Another noticeable change is the influence of exports (#7). The rhetoric about the unfairness of trade agreements seems to have shifted to a trade war. The actions that will be taken, outcomes associated with possible actions, and how long the trade war will continue are creating a great deal of uncertainty for agriculture. How will the buyers and sellers of farmland respond given the shift from a world trade policy focused on finding new markets and reducing barriers in existing markets to one focused on erecting barriers?

The last noticeable change is the perceived negative influence of agricultural policy (# 11). As someone required to read and study work of other agricultural economists about the market distortions caused by government price support programs and how these distortions were capitalized in to farmland values, finding agricultural policy is now perceived to have a negative influence will likely require, if correct, a change in thinking.

Over the last few years the supply of farmland on the market has been an often-listed reason for why farmland values have not declined further.

When asking respondents to compare the amount of farmland on the market this year compared to last year 45% of the respondents indicated less. This is the third year the response of less has been received from a large percent of the respondents (Figure 3).

Figure 3. Percentage of respondents indicating less, same, or more farmland on the market than in the previous June

Figure 3. Percentage of respondents indicating less, same, or more farmland on the market than in the previous June

Those respondents saying the same amount of farmland on the market as last year was 48%. Given the last three years, even a same response this year is likely to mean the amount of farmland on the market today is less than in 2015.

Only 7% of the respondents said the amount of land on the market was more this year than last.

It is common to compare the current downturn in farmland values with the downturn of the 1980s. One of the significant differences between these two downturns is there was an increase in farmland on the market during the 1980s downturn.

Five-Year Forecasts

Respondents were asked to forecast the five-year average corn price, soybean price, mortgage interest rate, inflation rate, and finally the change in farmland value. The price and rate estimates for the past five years are presented in Table 3. Respondents estimated the 5-year average per bushel price of corn in 2014 would be $4.70. The market realities of 2014 and 2015 resulted in a significant downward revision in 2015. The 2016 corn price was similar to 2015 suggesting a bottom for the 5-year average may have been reached. However, 2017 resulted in another 26¢ decline. The 5-year corn price estimate for 2018 in- creased by $0.18 to $3.97.

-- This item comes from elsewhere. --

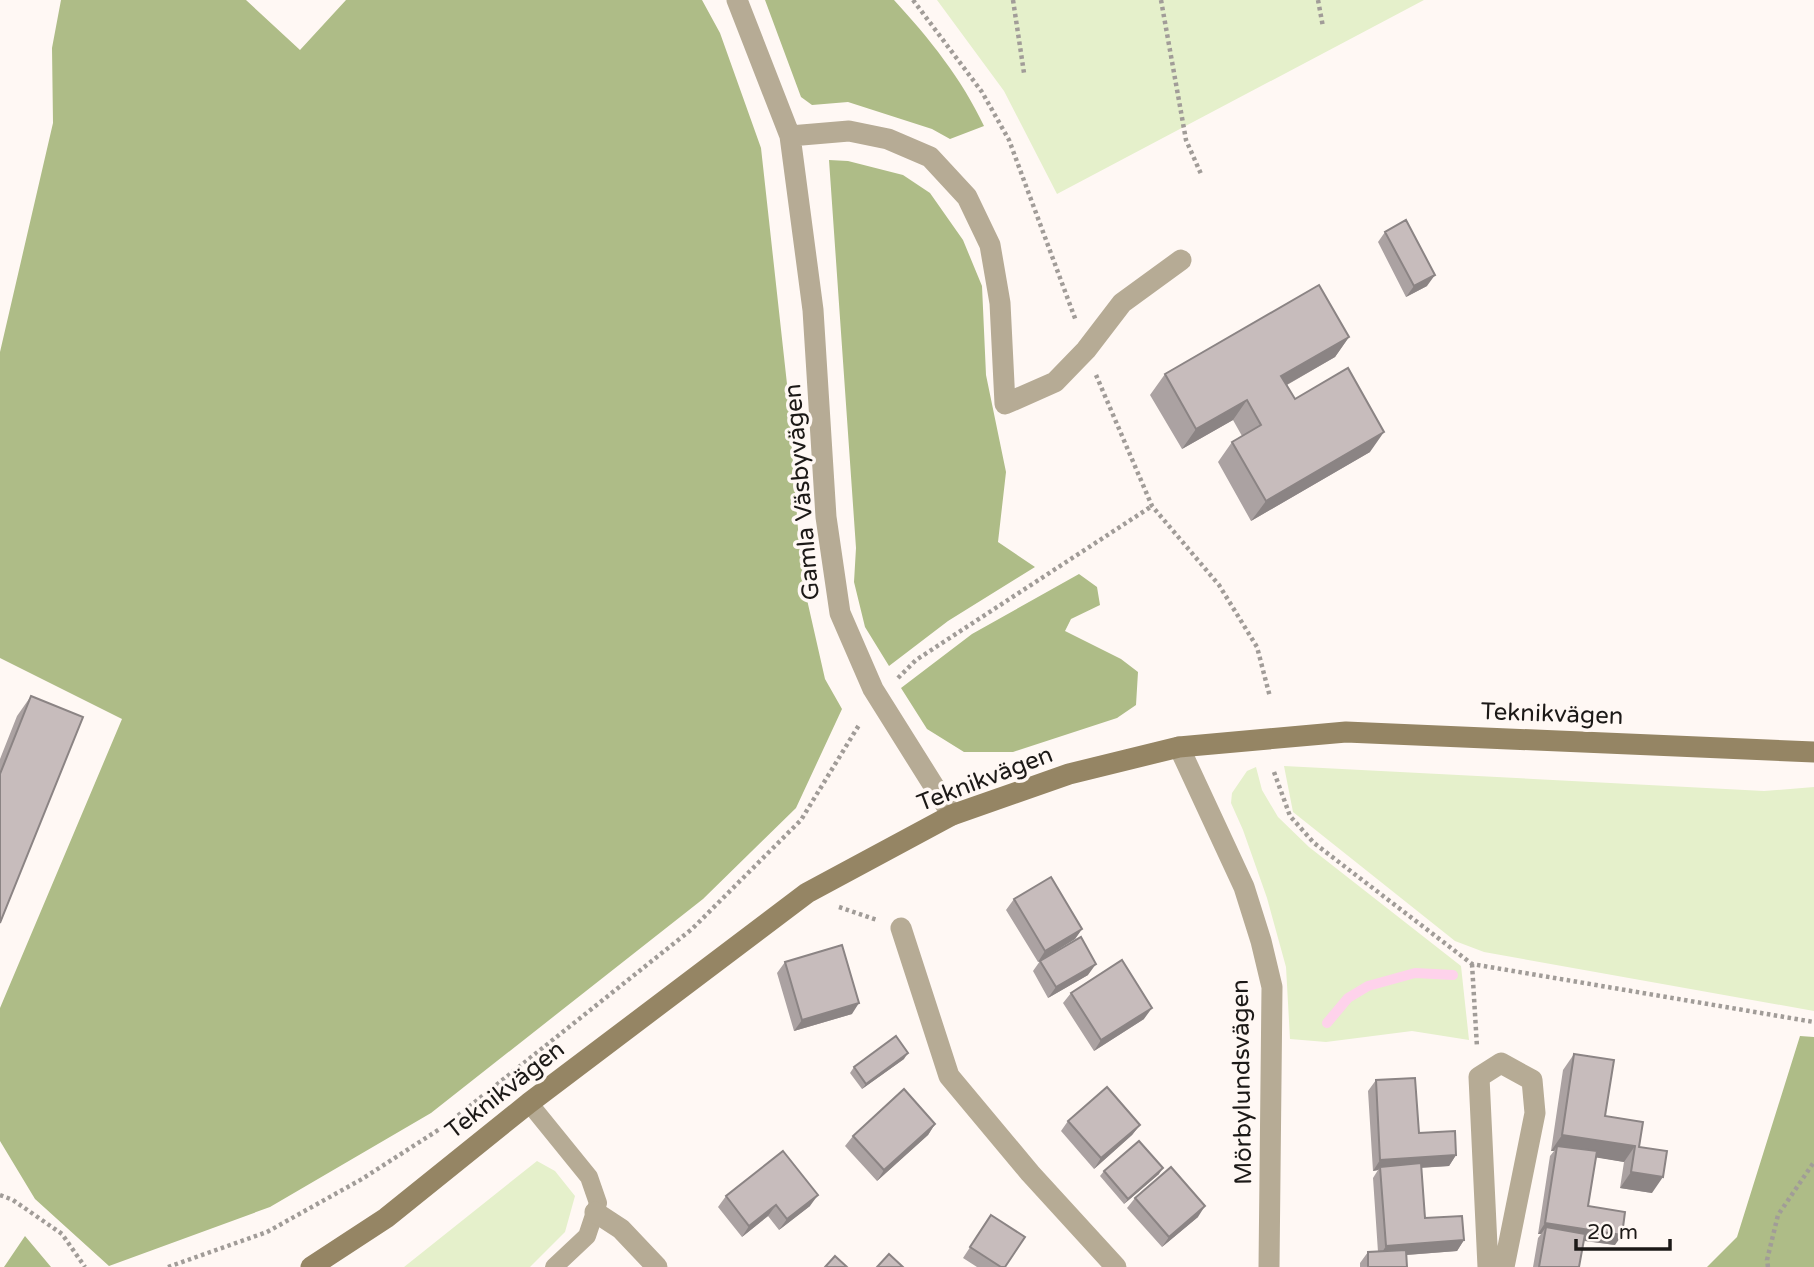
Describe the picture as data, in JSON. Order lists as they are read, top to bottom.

Table 3. Projected five-year average corn and Soybean prices, mortgage interest, and inflation

Estimates of the 5-year average soybean price have been down and up. Like corn, the 5-year average soy- bean price started high at just over $12.00 per bushel in 2014. Lower soybean prices in 2014 and 2015 led to a downward revision to the five-year estimate in 2015.

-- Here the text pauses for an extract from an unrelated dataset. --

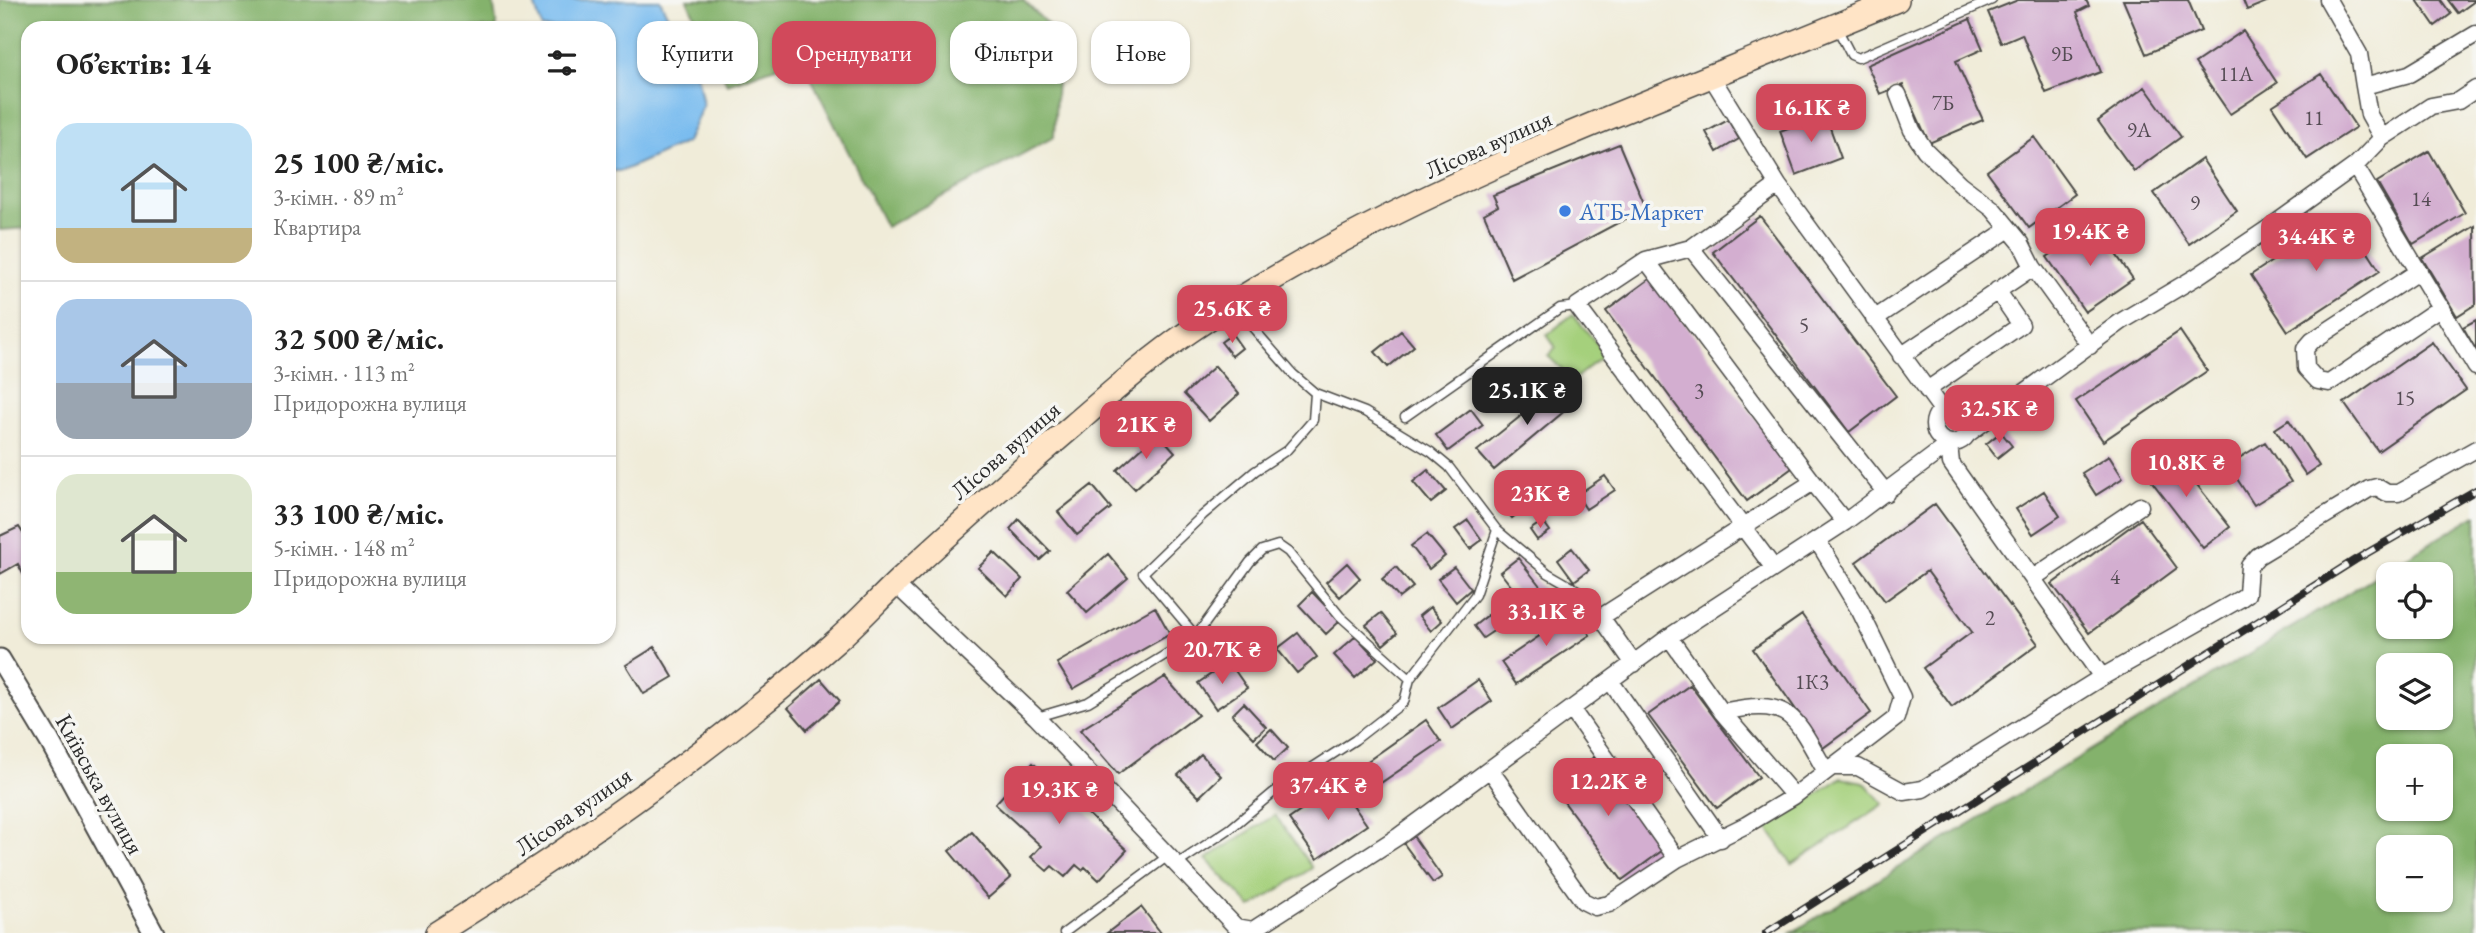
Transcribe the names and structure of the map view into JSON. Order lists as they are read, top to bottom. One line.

Renewed strength in soybean prices resulted in an upward revision in 2016 to $10.03. There was a 69¢ decline in the 5-year average soybean price in 2017. The 5-year average price in soybean price rebounded again this year.

Stability is the word that applies to the 5-year estimates of interest and inflation rates. With a 2018 average mortgage interest rate of 5.5%, respondents are revising their interest rates upward, but it does not appear they are expecting a substantial increase. Inflation rate expectations increased in 2018 but they are still lower than what was expected in 2014.

Where do respondents expect farmland values to be in five years given these estimates? As expected, there is much less consensus about where farmland values will be in five years than when asking for 2018 year-end estimates. When comparing the three choices of higher farmland prices, lower farmland prices, or farmland prices that are similar to current values, higher farmland prices was the largest group, 52% of the respondents. The next largest group is respondents that expect farmland values in five years to be the same as today (30%). There could be ups and downs over five years, but in five years the value will be about where it is today. The final group is the group of respondents expecting farmland values to be lower in five years (18%).

If you anticipate farmland values will be higher than today, over half of the respondents agree with you. History also supports this view of future farmland values. However, when respondents were asked how much higher farmland land values would be in five years, the group average was 6.8%. By historical standards, a 6.8% increase in farmland values over five years is a very modest increase.

However, a pessimist may look at history and conclude that historically having farmland values at the same or lower value in five years is rare. This might indicate respondents seeing no change or a decline in farmland values in five years have a sense something important has shifted in the farmland market. Combining no change and value decline groups means 48% of the respondents are expecting an outcome in the Indiana farmland market that historically rarely happens.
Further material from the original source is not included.